**Stored data**
++++++++++
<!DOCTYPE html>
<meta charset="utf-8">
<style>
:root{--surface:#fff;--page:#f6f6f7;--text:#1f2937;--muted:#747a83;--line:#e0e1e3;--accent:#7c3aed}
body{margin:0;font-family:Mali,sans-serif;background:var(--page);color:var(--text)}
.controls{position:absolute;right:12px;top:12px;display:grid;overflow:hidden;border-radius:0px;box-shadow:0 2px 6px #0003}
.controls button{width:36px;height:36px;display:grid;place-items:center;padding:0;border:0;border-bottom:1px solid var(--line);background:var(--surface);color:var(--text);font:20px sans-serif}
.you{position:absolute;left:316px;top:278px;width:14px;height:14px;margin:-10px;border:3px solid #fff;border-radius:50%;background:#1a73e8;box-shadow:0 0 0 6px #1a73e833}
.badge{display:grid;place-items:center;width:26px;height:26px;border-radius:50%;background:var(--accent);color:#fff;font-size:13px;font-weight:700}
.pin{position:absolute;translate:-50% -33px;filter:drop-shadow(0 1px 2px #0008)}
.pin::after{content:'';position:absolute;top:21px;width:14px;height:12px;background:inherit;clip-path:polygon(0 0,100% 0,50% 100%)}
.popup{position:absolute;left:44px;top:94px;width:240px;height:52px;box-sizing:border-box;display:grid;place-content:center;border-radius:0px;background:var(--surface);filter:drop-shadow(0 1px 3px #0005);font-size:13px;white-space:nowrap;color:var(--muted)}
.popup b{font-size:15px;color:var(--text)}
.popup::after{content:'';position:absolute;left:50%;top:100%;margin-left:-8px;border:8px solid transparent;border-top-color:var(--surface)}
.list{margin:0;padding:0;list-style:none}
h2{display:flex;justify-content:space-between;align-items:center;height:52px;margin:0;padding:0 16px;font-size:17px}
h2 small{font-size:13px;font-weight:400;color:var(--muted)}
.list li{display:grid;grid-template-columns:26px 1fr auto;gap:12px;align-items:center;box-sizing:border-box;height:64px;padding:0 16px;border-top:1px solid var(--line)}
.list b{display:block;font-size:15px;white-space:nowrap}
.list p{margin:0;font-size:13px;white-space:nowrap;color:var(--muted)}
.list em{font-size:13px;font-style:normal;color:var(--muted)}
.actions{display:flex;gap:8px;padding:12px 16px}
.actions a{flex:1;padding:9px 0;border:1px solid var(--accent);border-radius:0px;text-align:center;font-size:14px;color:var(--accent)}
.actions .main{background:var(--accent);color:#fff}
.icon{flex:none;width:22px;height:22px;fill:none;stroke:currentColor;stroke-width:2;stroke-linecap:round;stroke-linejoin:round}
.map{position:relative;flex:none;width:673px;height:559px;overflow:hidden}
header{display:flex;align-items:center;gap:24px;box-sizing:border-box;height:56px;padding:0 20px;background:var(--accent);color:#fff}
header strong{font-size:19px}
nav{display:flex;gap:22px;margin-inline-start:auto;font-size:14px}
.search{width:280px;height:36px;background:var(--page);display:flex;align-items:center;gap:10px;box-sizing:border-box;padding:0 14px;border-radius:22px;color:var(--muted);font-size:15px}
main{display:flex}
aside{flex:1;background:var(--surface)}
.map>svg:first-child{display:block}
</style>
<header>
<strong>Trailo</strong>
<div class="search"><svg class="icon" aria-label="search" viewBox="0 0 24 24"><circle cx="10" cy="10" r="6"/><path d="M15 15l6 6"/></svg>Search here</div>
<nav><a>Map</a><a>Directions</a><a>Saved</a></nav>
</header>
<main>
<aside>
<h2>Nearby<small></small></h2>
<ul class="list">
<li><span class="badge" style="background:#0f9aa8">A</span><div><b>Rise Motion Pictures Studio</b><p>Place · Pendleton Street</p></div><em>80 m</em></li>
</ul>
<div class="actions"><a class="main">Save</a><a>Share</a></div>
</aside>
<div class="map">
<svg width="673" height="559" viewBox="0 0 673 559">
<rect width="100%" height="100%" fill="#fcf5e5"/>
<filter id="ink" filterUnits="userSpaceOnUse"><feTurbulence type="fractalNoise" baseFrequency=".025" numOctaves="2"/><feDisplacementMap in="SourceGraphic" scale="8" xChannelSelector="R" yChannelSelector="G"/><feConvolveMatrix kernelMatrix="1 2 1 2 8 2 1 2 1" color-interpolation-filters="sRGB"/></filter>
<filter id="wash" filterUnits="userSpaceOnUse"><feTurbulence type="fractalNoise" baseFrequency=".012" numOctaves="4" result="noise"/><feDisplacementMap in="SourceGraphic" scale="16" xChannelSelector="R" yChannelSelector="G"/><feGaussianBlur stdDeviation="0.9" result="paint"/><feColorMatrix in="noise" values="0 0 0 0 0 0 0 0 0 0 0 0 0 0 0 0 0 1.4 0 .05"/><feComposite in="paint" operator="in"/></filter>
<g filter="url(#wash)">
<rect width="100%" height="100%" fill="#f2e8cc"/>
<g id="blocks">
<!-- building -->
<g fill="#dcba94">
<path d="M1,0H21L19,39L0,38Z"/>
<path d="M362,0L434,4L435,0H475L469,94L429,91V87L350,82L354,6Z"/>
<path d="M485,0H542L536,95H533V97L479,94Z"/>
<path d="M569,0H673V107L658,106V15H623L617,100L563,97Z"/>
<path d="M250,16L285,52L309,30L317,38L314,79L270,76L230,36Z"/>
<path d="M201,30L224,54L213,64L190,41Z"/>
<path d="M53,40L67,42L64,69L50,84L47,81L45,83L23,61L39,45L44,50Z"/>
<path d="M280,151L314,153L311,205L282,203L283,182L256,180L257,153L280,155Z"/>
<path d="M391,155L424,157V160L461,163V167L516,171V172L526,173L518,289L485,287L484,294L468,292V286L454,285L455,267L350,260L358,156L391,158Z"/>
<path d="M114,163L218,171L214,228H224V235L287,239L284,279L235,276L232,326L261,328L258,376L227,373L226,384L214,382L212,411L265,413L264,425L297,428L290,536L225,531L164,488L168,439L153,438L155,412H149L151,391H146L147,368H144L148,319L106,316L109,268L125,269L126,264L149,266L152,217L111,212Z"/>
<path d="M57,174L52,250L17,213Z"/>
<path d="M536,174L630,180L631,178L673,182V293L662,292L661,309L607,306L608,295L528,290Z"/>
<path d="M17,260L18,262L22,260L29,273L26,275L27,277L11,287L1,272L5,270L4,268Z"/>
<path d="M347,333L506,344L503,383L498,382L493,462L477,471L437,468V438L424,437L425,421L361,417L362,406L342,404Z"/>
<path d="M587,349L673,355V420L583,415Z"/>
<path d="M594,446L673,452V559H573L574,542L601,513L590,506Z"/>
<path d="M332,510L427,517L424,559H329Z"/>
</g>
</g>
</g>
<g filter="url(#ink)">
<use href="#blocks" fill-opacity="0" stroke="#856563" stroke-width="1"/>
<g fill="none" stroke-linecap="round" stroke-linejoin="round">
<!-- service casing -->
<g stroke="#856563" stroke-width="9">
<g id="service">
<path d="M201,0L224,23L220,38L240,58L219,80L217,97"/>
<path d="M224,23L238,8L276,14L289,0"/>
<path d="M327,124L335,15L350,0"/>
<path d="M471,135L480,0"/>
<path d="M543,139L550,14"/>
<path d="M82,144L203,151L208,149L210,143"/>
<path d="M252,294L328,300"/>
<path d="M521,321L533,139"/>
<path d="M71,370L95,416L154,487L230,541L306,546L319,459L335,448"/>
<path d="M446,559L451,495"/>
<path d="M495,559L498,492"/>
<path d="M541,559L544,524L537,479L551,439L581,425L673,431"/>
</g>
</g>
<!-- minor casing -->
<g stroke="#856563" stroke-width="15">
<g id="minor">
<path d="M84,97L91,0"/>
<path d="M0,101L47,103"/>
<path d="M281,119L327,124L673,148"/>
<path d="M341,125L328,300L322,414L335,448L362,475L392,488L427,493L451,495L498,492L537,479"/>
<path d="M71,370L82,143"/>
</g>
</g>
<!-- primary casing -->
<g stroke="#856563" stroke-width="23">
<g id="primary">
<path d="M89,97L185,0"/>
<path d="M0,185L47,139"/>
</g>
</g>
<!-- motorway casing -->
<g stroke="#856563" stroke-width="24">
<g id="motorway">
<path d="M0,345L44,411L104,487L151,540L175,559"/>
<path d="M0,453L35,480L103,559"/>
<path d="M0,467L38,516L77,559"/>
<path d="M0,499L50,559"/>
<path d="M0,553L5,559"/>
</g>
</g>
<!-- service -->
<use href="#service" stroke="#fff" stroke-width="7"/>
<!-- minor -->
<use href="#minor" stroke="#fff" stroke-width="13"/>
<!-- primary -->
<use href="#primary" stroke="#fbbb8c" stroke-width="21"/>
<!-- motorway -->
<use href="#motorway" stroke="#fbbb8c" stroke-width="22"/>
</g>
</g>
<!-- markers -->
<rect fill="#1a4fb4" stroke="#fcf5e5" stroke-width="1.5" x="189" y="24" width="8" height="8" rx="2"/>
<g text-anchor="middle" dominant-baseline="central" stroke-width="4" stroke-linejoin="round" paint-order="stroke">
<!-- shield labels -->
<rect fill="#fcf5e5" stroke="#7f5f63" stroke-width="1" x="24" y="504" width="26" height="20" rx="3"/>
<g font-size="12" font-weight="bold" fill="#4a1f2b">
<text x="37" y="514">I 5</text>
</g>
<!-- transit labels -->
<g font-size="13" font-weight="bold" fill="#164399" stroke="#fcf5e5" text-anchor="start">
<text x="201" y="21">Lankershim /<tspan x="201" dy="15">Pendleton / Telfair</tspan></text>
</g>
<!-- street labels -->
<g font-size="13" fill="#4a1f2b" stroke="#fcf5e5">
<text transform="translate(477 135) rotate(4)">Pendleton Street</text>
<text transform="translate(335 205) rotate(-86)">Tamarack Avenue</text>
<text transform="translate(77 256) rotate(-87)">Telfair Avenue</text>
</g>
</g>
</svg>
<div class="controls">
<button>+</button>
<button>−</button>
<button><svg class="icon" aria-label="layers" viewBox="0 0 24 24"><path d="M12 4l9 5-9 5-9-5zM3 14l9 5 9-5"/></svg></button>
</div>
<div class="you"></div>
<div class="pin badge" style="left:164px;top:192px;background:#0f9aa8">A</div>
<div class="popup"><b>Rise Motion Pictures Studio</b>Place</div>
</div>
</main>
++++++++++
**Assigned task**
Looking at the entries above, report how many of their lines include "feTurbulence", and add nothing else.

**Response**
2